Una frase venida desde muy lejos nos da la pauta; “Que el malvado abandone su camino, y el criminal sus planes” (Is.55.7). Las calles bien pavimentadas e iluminadas no garantizan por si solas una mejor convivencia. El discurso político, por sí mismo es igualmente ineficaz aun siendo bien intencionado. No está entre sus prerrogativas mover los corazones o cambiar las mentes. Más de más de116 mil asesinatos directos, en lo que va del sexenio, que se sepa, más los desaparecidos, los que están en tumbas clandestinas, solo cabezas o cuerpos desmembrados, los secuestros etc., revelan un gran fracaso, un capital perdido. Cierto, la cultura  postmoderna, nos impone su cuota. 

Un capital social perdido que hemos de recuperar. Es una idea de F. Fukuyama, analista de talla mundial, con la que el autor busca que la sociedad civil en su conjunto, que cada hombre y cada mujer, luchemos por recuperar lo que es nuestro legado, la herencia recibida de las generaciones pretéritas, tomar de nuevo contacto con las firmes tradiciones y valores antiguos. La actualidad es falsa porque no es tan actual. Gran sofisma es la idea “del hombre actual”. El hombre actual no existe en estado puro por la simple razón de que cargamos una herencia. Todos cargamos una historia personal de la que no podemos despojarnos, una experiencia existencial y un sello que nos marca. La pura actualidad no existe. Los hombres y mujeres de hoy serán diferentes a los de antes, pero siguen siendo humanos. El viejo hombre de la biblia nos dice que “nada hay nuevo bajo el sol”. “¿Quién puede pensar alguna cosa tonta o sensata que no haya sido pensada en el pasado?”, hace decir Goethe a su Fausto. 
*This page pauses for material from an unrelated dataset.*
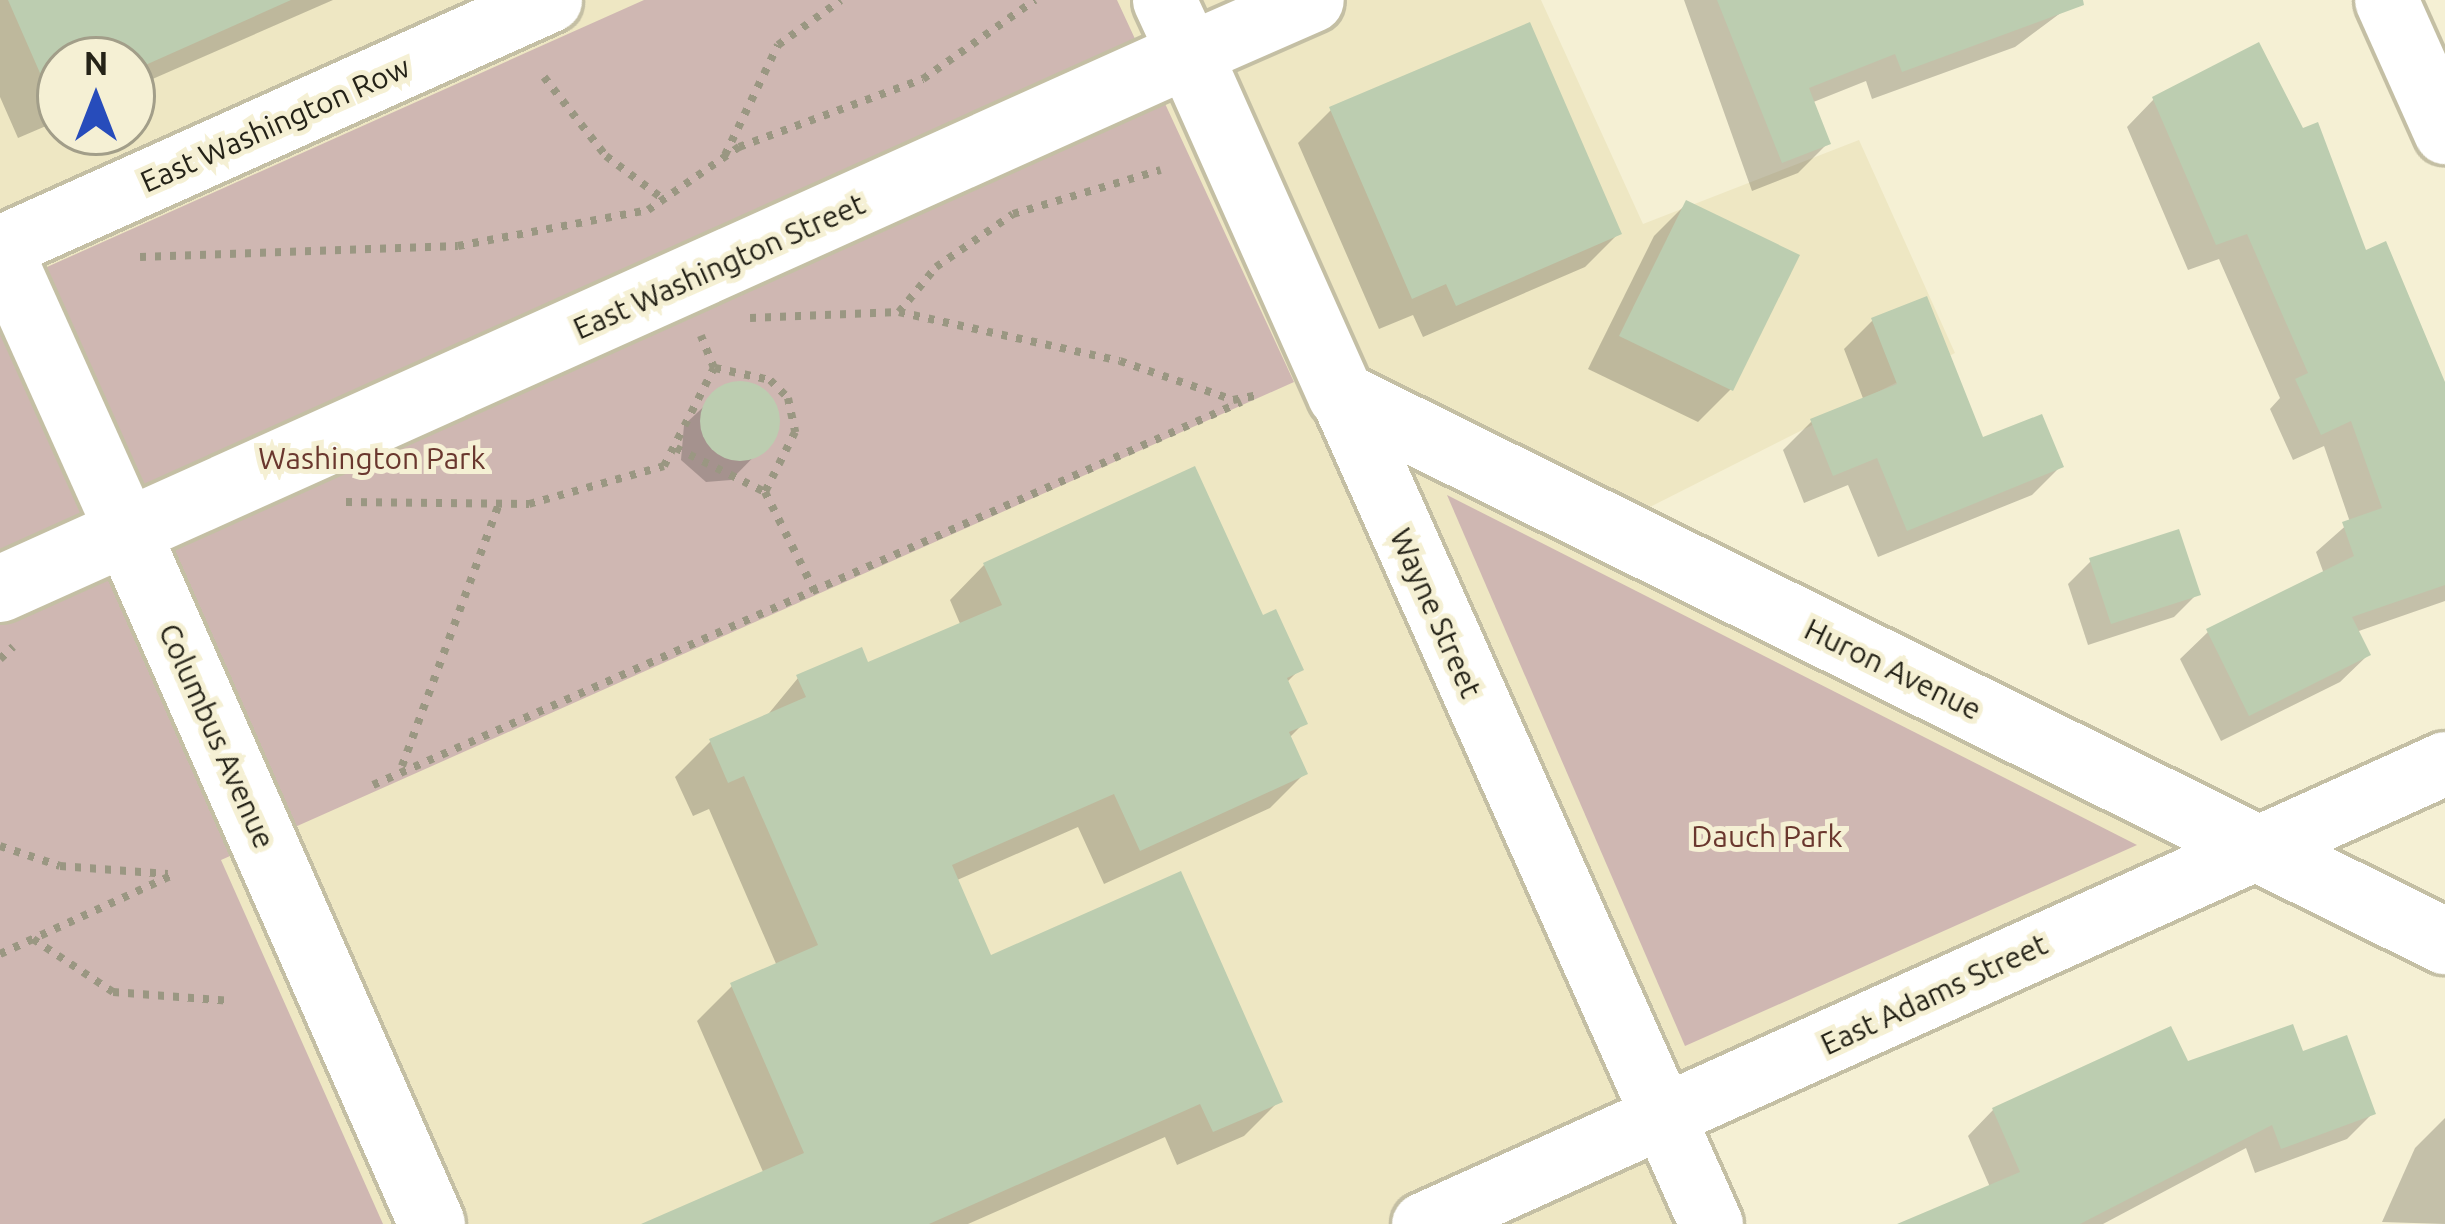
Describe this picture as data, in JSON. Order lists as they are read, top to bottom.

Igual, dice Fukuyama que una persona puede recibir una herencia y hacerla fructificar o, bien, dilapidarla, nosotros como sociedad, como individuos de esa sociedad, hemos recibido una herencia que, o   podemos hacerla rendir o perderla. Y, según Fukuyama, nuestra generación ha perdido gran parte de esa herencia, de ese conjunto de valores sólidos, pérdida cuyo resultado final bien podríamos resumirlo en la afirmación de A. Camus: “la desnudez espiritual” de nuestra época. 

¿Y cómo recuperar la herencia perdida?, (¿el paraíso perdido?), ¿Quién nos la devolverá? Nadie nos devolverá esa herencia, afirma Fukuyama; ha de ser la misma sociedad la que ha de recuperarla. Por ejemplo, este autor, libre de toda sospecha de dogmatismo y moralismo, ha demostrado contundentemente el efecto devastador que ha significado para la familia norteamericana el ingreso masivo de la mujer al mercado laboral. 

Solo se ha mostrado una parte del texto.